→ EXERCISE AIM
Go over the lines below, and when one contains the word "compass", copy it.

(Stored data entries)
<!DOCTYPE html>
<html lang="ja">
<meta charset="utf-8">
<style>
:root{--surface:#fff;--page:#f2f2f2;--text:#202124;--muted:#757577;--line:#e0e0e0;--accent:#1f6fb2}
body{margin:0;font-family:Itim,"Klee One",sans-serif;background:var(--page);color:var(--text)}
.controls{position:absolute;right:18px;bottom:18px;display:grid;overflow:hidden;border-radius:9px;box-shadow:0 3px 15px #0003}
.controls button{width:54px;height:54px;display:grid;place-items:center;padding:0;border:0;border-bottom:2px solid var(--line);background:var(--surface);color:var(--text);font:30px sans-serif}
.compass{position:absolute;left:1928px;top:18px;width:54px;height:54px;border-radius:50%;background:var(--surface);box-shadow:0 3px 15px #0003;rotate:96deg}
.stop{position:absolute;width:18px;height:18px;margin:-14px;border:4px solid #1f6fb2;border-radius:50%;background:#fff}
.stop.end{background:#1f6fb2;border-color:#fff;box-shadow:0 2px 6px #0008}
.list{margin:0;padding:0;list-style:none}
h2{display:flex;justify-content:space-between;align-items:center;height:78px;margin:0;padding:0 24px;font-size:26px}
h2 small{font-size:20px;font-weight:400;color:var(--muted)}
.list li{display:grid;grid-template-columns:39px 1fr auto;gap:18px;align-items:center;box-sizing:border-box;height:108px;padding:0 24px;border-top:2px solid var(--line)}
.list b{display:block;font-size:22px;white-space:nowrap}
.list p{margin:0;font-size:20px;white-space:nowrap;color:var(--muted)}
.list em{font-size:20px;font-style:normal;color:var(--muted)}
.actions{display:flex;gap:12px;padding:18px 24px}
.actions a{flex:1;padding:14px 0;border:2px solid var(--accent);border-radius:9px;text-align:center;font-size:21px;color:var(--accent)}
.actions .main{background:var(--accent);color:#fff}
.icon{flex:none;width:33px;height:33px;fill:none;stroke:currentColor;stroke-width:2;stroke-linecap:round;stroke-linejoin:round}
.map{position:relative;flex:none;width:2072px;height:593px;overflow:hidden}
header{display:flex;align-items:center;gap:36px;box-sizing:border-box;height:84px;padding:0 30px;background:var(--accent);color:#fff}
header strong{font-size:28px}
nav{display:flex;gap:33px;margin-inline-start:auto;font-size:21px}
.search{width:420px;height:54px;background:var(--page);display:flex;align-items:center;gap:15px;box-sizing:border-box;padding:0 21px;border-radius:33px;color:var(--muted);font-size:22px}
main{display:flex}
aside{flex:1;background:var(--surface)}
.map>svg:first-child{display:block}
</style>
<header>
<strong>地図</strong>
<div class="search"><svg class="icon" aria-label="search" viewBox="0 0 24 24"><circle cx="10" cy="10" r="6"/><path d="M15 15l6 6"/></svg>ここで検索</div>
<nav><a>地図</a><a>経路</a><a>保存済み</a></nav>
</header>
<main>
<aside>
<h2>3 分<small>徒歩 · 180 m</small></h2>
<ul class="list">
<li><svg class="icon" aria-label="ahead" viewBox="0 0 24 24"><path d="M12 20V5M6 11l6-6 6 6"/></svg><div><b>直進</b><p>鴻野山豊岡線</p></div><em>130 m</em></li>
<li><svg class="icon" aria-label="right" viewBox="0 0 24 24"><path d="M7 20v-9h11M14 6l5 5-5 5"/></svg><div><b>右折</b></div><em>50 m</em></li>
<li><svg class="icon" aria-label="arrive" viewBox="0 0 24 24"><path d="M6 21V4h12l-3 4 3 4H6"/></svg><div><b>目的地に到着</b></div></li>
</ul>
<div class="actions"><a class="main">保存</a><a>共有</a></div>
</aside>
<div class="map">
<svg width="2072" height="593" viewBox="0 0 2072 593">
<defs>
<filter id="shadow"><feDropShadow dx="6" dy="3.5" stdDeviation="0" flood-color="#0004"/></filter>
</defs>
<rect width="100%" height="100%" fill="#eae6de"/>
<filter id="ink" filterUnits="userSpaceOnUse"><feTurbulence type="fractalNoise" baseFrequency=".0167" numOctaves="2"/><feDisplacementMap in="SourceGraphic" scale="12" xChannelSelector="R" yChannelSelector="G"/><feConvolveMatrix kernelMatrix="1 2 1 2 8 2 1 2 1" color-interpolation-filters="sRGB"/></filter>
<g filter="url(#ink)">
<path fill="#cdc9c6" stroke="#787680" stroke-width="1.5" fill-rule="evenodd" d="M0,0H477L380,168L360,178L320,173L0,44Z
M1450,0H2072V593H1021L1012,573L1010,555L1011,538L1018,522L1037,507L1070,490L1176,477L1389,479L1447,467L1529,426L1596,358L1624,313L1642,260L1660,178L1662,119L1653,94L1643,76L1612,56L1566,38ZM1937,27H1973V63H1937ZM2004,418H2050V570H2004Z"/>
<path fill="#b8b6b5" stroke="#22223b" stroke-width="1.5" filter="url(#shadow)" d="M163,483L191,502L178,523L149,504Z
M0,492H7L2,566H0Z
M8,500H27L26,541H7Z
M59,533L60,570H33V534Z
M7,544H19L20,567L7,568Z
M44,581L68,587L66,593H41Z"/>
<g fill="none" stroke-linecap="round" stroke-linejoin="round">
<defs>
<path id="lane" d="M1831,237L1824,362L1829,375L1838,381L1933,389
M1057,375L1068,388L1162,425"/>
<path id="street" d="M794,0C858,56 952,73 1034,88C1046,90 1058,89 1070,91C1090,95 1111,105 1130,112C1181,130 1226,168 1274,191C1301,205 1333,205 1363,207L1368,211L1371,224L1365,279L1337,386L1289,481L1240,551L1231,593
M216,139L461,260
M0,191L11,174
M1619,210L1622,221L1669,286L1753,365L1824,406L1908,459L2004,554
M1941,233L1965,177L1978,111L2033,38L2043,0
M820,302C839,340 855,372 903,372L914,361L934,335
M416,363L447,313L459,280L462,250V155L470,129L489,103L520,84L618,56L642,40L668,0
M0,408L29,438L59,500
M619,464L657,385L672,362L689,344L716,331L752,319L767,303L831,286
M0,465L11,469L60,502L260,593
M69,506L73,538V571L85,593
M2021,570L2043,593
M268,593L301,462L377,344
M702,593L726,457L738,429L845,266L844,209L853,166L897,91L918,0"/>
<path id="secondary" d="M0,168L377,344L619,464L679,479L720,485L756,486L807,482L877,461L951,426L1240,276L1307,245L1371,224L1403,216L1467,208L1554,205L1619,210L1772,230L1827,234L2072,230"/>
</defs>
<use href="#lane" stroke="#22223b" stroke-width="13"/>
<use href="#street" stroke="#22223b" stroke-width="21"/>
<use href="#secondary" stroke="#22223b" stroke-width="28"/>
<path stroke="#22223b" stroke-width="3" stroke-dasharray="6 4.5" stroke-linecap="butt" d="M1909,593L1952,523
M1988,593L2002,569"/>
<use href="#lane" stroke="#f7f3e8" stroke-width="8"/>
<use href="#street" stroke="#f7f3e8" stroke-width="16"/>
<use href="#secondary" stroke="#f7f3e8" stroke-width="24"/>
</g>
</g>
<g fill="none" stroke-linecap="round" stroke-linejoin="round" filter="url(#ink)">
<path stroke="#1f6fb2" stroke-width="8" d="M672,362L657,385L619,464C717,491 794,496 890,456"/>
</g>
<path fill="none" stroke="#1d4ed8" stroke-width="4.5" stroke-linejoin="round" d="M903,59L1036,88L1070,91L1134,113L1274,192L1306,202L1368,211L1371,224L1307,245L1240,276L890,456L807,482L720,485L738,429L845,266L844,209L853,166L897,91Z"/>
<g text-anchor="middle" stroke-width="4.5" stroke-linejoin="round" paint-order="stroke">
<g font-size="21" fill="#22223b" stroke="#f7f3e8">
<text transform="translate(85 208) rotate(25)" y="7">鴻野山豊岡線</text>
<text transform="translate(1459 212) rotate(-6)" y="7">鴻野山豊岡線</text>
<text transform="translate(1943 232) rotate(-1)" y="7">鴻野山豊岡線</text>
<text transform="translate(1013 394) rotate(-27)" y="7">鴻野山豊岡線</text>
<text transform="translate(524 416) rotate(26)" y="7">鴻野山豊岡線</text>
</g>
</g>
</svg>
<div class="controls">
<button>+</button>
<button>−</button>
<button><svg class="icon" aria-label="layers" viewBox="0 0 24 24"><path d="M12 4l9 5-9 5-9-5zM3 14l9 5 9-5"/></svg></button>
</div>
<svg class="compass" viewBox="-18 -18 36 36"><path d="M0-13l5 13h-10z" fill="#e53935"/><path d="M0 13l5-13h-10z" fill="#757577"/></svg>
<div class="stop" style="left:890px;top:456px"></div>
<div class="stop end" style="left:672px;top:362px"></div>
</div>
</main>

→ ANSWER SPACE
.compass{position:absolute;left:1928px;top:18px;width:54px;height:54px;border-radius:50%;background:var(--surface);box-shadow:0 3px 15px #0003;rotate:96deg}
<svg class="compass" viewBox="-18 -18 36 36"><path d="M0-13l5 13h-10z" fill="#e53935"/><path d="M0 13l5-13h-10z" fill="#757577"/></svg>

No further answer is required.